STILLWATER — Mike Gundy immediately knew he had made a mistake.
During the opening statement of his Monday press conference, the Oklahoma State coach said his staff had begun watching film on the Cowboys' next opponent. He called the school “Lafayette.”
“As soon as I said it, I knew I messed up,” Gundy said. “That's the first thing that came to my mind. I didn't want to say ULL, because it's a tongue twister, so I just fired ‘Lafayette' off.”
Actually, calling the school “ULL” would not have pleased the folks in Louisiana, either.
Yes, the name of the school that comes to Stillwater this Saturday is the University of Louisiana at Lafayette. But in recent years, it has started to call its athletic teams “Louisiana's Ragin' Cajuns” — and has asked others to do the same.
“It's not that we're changing from the University of Louisiana at Lafayette,” sports information director Brian McCann said. “That is the name of our school. It's just that in referring to our athletic programs, sometimes you want to simplify it so people understand.
“We just thought that if you go Louisiana-Lafayette, it kind of clutters things up a little bit. We just want something a little simpler, a little faster. That's why in keeping with the spirit from the state, ‘Louisiana's Ragin' Cajuns' fits.”
Name changes over time are natural in the worlds of academia and athletics. Oklahoma A&M became Oklahoma State in the 1950s when the school wanted to show that it had broadened its curriculum. And its athletic nicknames have ranged from Aggies, Agriculturists and Tigers before the Cowboys. Gundy even remembers a time when some people on campus attempted to start a revolution to change the “OSU” abbreviation to “O State”
The University of Louisiana at Lafayette has changed its name, too. Before 1999, the school was called Southwestern Louisiana Industrial Institute (1898-1921), Southwestern Louisiana Institute (1921-1960) and the University of Southwestern Louisiana (1960-1999). Though in the 1980s, the school did try to call itself the University of Louisiana before the state legislature nullified the change.
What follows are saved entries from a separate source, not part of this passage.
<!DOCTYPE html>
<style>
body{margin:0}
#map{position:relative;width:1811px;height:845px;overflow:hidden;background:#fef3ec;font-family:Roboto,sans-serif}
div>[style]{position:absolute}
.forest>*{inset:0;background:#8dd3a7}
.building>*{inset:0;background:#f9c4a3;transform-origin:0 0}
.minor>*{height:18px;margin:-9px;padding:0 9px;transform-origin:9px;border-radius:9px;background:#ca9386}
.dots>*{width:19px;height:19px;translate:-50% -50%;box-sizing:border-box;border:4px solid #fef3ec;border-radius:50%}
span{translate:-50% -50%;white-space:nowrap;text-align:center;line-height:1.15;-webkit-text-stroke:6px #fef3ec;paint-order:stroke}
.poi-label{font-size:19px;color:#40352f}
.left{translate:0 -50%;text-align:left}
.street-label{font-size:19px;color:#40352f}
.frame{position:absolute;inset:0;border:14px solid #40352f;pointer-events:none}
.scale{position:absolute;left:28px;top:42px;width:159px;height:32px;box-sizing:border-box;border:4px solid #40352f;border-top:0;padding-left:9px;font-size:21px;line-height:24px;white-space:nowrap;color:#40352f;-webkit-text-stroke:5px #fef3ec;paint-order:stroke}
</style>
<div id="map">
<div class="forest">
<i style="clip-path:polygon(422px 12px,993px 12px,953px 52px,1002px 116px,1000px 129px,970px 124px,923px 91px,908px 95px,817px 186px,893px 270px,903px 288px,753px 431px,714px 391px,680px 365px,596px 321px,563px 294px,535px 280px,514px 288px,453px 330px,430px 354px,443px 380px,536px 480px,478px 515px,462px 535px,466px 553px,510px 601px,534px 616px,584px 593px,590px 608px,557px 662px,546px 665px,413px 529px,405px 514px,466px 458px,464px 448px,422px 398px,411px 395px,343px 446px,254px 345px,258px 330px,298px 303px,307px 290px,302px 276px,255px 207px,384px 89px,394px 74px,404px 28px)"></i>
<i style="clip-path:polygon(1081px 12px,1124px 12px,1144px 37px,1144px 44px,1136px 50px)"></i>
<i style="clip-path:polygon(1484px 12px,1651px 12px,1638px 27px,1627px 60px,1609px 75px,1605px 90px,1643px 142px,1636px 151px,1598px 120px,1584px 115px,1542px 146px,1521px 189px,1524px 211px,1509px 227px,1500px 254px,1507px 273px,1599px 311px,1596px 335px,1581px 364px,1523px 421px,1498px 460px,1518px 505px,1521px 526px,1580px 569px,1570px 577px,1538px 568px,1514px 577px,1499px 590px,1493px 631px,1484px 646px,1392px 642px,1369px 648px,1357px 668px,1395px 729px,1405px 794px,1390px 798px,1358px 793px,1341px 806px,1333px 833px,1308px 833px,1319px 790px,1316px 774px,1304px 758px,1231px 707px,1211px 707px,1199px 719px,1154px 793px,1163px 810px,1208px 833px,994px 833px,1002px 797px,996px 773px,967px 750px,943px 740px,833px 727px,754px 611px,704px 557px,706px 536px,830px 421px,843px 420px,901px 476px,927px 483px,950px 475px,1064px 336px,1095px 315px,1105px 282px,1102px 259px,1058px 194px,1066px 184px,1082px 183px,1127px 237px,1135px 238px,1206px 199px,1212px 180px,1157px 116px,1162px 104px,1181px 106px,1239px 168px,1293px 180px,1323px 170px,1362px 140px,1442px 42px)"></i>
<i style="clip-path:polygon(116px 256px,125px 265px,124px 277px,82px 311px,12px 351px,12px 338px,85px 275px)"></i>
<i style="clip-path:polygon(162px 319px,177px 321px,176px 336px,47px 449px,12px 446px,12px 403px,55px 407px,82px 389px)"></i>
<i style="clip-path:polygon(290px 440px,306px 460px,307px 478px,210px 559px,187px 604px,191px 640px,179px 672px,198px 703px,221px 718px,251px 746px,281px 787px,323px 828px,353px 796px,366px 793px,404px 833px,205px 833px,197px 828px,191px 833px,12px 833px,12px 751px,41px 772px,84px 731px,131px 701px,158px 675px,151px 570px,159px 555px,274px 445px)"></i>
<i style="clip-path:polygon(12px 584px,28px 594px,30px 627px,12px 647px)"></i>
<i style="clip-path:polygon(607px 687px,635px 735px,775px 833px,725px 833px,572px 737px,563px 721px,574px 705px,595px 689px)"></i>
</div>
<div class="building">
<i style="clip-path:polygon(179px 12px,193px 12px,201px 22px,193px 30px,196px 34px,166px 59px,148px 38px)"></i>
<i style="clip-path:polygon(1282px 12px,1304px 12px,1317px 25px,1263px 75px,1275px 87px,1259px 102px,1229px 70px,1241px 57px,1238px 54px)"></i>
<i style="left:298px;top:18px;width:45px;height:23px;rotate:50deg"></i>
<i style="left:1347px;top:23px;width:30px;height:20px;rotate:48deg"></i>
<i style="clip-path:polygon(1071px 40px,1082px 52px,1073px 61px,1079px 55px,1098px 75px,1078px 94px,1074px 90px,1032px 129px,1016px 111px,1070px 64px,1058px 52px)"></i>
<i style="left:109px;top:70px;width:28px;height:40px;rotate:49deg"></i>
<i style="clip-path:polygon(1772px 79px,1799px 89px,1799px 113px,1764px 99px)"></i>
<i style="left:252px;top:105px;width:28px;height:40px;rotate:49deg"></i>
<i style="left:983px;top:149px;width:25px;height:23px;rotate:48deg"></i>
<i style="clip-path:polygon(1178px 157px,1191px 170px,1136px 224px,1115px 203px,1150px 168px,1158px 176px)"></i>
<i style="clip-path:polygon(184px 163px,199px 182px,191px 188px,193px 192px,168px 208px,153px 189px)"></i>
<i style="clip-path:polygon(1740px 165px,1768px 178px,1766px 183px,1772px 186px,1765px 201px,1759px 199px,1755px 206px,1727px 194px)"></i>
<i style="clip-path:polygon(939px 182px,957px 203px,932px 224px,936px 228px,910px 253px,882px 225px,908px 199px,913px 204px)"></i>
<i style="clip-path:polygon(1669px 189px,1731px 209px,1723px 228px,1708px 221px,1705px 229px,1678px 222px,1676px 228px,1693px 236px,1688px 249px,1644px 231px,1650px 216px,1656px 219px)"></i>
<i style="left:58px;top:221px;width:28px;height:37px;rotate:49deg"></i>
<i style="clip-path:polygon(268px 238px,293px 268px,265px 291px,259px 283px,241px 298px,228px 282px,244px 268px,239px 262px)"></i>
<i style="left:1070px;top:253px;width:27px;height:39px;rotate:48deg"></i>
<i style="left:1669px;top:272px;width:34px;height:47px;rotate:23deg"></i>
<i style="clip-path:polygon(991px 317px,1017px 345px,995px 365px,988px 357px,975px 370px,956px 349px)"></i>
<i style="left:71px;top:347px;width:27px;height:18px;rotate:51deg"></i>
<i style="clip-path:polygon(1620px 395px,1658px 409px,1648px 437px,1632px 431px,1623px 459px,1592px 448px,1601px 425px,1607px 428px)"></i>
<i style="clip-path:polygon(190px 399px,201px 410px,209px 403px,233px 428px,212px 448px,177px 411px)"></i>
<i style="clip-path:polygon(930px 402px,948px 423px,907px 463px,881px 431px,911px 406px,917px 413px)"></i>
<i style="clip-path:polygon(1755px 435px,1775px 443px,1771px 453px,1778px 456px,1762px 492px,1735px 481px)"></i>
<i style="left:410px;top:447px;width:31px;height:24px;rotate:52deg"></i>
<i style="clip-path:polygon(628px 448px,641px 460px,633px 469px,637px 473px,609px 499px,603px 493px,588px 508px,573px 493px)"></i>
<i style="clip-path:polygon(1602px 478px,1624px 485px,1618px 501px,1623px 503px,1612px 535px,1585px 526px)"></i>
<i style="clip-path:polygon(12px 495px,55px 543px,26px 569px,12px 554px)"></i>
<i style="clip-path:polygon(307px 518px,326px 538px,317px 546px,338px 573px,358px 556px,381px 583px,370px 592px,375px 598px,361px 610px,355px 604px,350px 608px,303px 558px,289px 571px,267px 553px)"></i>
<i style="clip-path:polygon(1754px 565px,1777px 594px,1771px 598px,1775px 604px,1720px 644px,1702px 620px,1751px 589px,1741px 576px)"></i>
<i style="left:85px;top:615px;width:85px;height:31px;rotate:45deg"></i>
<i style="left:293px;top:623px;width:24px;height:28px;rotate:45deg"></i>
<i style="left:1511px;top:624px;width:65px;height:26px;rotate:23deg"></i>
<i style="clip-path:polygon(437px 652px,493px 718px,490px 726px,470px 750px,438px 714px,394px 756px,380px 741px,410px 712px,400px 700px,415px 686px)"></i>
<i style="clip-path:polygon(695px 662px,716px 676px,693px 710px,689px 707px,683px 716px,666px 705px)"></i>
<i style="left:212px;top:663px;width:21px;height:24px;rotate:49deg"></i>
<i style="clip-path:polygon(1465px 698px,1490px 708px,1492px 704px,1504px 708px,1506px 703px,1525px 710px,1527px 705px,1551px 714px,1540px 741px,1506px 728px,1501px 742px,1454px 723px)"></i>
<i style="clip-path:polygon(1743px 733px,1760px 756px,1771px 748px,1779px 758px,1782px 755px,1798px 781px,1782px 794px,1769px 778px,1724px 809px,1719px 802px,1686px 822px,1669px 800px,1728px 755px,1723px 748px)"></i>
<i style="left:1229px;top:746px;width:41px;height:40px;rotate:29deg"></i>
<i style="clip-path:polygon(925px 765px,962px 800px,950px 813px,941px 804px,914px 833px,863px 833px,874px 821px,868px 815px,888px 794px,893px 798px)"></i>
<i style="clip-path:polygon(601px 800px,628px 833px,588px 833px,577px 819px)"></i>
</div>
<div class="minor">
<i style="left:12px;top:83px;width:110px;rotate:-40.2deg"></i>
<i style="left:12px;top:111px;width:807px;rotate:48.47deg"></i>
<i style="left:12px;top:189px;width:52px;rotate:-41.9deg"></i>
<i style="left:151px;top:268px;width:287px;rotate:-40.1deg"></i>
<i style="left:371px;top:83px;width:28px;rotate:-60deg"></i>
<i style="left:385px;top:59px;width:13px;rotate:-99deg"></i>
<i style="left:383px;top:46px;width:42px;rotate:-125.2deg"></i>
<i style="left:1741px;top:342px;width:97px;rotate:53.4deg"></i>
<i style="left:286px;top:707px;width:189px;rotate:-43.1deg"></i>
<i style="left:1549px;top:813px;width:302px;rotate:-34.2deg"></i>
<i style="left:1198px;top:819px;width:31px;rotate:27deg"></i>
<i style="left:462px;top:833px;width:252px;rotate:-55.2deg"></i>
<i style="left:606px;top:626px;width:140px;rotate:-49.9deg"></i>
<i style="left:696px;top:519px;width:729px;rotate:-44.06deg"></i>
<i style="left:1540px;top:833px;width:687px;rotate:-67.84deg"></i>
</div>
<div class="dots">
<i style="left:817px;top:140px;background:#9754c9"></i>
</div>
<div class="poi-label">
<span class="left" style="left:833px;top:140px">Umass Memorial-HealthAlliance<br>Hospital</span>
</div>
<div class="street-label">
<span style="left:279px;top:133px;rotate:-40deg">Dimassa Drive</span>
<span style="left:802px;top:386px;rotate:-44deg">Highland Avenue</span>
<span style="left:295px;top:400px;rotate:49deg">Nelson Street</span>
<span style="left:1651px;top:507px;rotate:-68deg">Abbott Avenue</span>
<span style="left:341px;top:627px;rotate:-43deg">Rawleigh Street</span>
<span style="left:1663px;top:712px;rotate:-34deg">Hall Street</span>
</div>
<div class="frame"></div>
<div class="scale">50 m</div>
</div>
This recent attempted alternation isn't as dramatic, as McCann said there are no plans to go back to the state legislature to try to get the name of the school changed. The shortened name for athletics is similar to the version used by the University of Texas at Austin, which calls itself just “Texas,” or the University of California at Berkeley, which calls itself just “California” or “Cal,” when referring to its team names, despite being a part of a larger university system.
“The state says that anytime you refer to the university as the University of Louisiana, you have to put ‘at Lafayette' included in there,” said McCann, who also noted that the university's email system uses “louisiana.edu” rather than “ull.edu” or “louisiana-lafayette.edu.”
“But it doesn't touch on how to abbreviate the name, how to refer to ‘Ragin' Cajuns' or if you simply go by ‘Louisiana.' That's not included in anything from the state, so we're just working with the rule they gave us.”
Of course, there's another “Louisiana hyphen” school that plays Division I athletics and FBS football in Louisiana-Monroe, the squad that upset Arkansas last week. Attempts to reach that athletic department for comment Thursday were unsuccessful.
McCann cannot pinpoint when exactly the transition from Louisiana-Lafayette to Louisiana started to gain traction, but says it has been fan-driven for the past several years.
And some have already adopted the change. All of OSU's references to Saturday's opponent — game notes, athletic website, etc. — say “Louisiana.” Lafayette's newspaper, The Advertiser, calls the school “UL” on first reference.
But other public outlets continue to use “Louisiana-Lafayette.”
“(Fans have) blown up more than one announcer's Twitter account because of referring to the university as ‘ULL,' which is something that we don't like,” McCann said. “We prefer just ‘UL.' We're responding to our fan base.
“We just like to be referred to in a manner in which our fans and our students and our alumni are happy.”
To backtrack: the school OSU plays Saturday is not just “Lafayette” — that's a liberal arts college in Easton, Penn. It is technically still the University of Louisiana at Lafayette, and there are no plans to try to change that school name soon. But when referring to athletic teams, the school prefers “Louisiana” or “UL.”
The safest bet? Just call them the Ragin' Cajuns.